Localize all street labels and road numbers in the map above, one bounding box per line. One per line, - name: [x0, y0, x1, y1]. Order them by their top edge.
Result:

...

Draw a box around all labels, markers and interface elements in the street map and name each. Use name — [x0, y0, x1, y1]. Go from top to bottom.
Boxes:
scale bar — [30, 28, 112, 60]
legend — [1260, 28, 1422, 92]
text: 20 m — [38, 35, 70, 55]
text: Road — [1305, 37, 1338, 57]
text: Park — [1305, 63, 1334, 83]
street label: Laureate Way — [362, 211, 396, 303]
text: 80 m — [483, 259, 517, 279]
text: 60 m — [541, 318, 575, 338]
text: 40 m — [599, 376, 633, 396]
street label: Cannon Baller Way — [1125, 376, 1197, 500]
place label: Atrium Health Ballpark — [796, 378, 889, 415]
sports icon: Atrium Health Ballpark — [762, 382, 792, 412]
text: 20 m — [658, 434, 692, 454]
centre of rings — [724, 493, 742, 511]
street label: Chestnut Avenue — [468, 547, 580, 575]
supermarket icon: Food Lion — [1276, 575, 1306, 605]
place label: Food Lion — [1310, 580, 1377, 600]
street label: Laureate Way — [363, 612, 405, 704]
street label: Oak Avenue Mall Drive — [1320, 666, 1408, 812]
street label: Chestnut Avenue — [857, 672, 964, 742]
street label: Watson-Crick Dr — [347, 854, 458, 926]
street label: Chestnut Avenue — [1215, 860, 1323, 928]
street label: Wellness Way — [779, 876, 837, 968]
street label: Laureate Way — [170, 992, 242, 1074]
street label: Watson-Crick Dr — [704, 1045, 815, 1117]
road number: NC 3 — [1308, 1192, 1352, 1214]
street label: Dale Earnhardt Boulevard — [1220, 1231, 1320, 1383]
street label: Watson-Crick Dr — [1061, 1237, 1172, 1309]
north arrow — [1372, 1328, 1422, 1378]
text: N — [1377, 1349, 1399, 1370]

EXERCISE PROMPT: Every line in the data that holds "labels" should be copied out.

RESULT BELOW:
Localize all street labels and road numbers in the map above, one bounding box per line. One per line, - name: [x0, y0, x1, y1]. Order them by their top edge.
Draw a box around all labels, markers and interface elements in the street map and name each. Use name — [x0, y0, x1, y1]. Go from top to bottom.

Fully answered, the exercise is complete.